YOUR GOAL
Write the data below out exactly as it stands. Do not include the pictures.

RECORDED INFORMATION
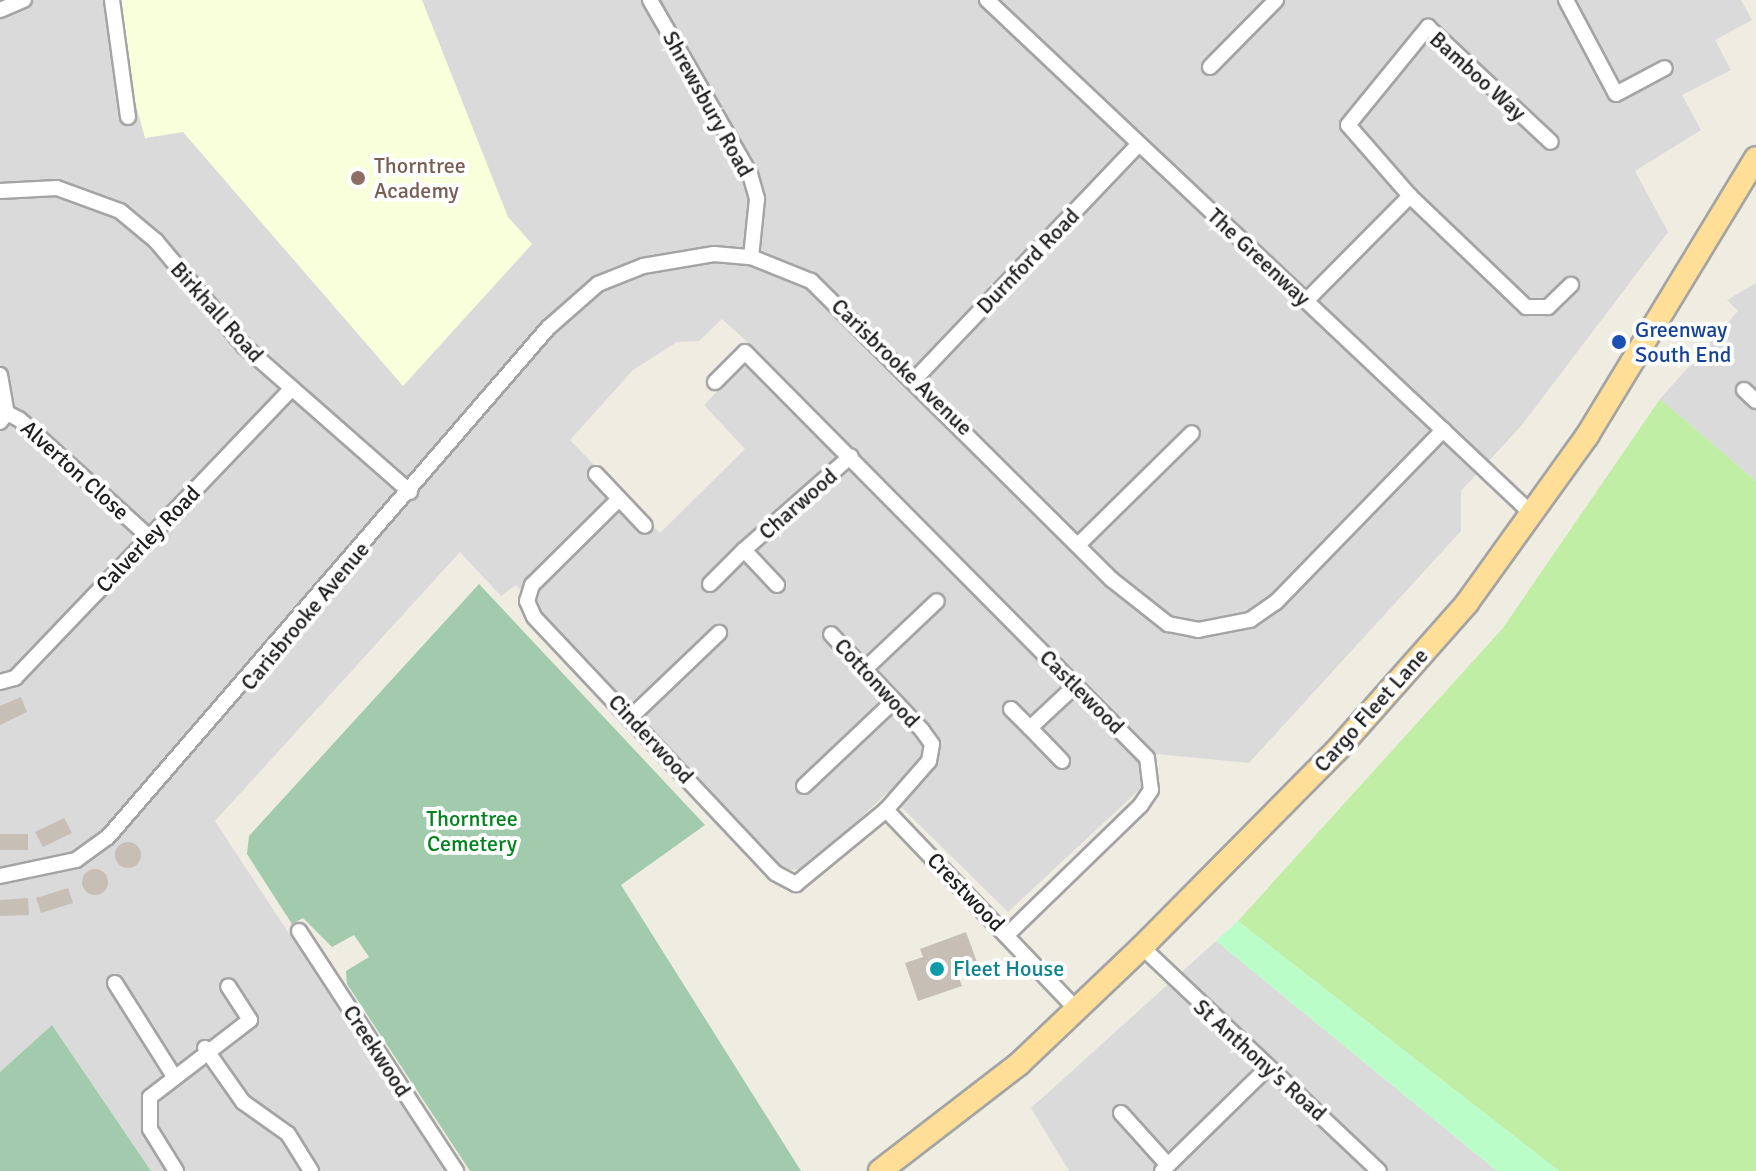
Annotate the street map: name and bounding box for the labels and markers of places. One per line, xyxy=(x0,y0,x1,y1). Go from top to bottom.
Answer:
place label: Thorntree Academy xyxy=(374,152,466,204)
marker: Thorntree Academy xyxy=(349,169,367,187)
place label: Greenway South End xyxy=(1635,316,1731,368)
marker: Greenway South End xyxy=(1610,333,1628,351)
place label: Fleet House xyxy=(953,956,1064,982)
marker: Fleet House xyxy=(928,960,946,978)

SOLVED PROBLEM
Annotate the street map: name and bounding box for the labels and markers of places. One per line, xyxy=(x0,y0,x1,y1). Go from top to bottom.
Answer:
place label: Thorntree Academy xyxy=(374,152,466,204)
marker: Thorntree Academy xyxy=(349,169,367,187)
place label: Greenway South End xyxy=(1635,316,1731,368)
marker: Greenway South End xyxy=(1610,333,1628,351)
place label: Fleet House xyxy=(953,956,1064,982)
marker: Fleet House xyxy=(928,960,946,978)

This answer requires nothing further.